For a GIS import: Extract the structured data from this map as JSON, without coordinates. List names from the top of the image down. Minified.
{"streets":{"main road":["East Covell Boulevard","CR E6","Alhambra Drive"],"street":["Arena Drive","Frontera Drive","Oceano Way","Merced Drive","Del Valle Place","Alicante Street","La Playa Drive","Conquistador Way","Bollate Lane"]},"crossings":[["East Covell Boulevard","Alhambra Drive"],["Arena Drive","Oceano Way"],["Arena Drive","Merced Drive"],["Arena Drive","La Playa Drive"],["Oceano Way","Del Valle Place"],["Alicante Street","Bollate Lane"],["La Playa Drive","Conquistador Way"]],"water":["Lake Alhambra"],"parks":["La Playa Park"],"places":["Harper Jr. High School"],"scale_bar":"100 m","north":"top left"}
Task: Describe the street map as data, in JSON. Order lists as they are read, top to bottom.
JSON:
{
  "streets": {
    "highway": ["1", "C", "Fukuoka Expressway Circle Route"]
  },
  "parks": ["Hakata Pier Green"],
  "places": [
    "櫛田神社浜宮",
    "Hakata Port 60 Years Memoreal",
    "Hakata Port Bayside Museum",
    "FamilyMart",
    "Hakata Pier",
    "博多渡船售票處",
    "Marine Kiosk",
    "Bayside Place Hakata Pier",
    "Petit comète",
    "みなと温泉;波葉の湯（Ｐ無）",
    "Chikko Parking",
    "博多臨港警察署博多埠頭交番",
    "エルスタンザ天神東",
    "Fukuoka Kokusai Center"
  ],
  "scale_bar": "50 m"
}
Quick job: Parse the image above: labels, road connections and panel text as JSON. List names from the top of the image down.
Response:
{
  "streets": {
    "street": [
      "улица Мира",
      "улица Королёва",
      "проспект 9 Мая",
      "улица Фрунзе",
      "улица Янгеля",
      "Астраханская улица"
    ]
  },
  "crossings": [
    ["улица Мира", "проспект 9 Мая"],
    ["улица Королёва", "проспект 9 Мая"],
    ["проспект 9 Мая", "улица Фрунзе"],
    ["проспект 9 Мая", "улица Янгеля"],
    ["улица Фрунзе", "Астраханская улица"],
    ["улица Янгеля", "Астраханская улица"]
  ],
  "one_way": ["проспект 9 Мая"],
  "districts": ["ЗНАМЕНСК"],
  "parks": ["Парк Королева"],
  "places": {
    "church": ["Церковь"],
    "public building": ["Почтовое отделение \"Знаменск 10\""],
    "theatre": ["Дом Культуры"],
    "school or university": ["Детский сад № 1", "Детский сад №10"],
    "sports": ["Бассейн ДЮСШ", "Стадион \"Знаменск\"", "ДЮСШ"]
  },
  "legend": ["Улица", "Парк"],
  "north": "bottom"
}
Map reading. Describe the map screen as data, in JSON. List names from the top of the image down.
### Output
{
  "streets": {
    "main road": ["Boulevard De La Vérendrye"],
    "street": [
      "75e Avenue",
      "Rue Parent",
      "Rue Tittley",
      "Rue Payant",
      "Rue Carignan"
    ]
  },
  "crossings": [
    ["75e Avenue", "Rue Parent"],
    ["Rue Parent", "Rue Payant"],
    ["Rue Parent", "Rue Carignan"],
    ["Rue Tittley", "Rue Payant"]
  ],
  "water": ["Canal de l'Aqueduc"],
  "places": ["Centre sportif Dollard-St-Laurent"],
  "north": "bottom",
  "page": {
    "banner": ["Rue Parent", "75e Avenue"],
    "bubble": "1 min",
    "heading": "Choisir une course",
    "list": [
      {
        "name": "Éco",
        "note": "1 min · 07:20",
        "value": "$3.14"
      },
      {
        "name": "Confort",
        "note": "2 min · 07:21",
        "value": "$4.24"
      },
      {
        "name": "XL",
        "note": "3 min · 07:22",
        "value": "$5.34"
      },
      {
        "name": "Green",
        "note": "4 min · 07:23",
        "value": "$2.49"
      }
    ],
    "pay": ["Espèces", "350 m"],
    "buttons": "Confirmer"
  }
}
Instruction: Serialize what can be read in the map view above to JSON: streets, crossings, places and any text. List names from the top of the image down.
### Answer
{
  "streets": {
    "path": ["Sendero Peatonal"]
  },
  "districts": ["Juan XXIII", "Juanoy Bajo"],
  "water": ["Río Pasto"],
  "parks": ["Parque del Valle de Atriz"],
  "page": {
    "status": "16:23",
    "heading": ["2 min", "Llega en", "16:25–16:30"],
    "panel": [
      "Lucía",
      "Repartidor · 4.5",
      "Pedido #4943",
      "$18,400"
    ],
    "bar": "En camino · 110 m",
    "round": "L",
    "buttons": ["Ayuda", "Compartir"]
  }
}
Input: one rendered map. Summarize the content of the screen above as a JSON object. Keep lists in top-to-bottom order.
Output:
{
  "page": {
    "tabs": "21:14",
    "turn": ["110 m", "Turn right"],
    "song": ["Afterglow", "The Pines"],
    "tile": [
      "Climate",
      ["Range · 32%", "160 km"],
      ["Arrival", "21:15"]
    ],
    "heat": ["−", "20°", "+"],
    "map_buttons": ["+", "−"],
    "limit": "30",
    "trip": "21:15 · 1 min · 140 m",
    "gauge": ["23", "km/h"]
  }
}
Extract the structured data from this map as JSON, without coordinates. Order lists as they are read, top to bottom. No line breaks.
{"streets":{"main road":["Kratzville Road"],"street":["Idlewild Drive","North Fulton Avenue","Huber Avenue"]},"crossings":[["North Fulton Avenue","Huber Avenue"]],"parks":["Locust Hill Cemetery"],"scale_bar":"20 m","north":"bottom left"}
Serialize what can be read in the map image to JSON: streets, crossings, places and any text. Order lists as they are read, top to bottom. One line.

___

WORK REQUEST: Every line from the line containing "Quick job: Parse" through the line containing "Map reading. Describe" in the records above must be retyped exactly. Leave out the rest.

TASK ANSWER:
Quick job: Parse the image above: labels, road connections and panel text as JSON. List names from the top of the image down.
Response:
{
  "streets": {
    "street": [
      "улица Мира",
      "улица Королёва",
      "проспект 9 Мая",
      "улица Фрунзе",
      "улица Янгеля",
      "Астраханская улица"
    ]
  },
  "crossings": [
    ["улица Мира", "проспект 9 Мая"],
    ["улица Королёва", "проспект 9 Мая"],
    ["проспект 9 Мая", "улица Фрунзе"],
    ["проспект 9 Мая", "улица Янгеля"],
    ["улица Фрунзе", "Астраханская улица"],
    ["улица Янгеля", "Астраханская улица"]
  ],
  "one_way": ["проспект 9 Мая"],
  "districts": ["ЗНАМЕНСК"],
  "parks": ["Парк Королева"],
  "places": {
    "church": ["Церковь"],
    "public building": ["Почтовое отделение \"Знаменск 10\""],
    "theatre": ["Дом Культуры"],
    "school or university": ["Детский сад № 1", "Детский сад №10"],
    "sports": ["Бассейн ДЮСШ", "Стадион \"Знаменск\"", "ДЮСШ"]
  },
  "legend": ["Улица", "Парк"],
  "north": "bottom"
}
Map reading. Describe the map screen as data, in JSON. List names from the top of the image down.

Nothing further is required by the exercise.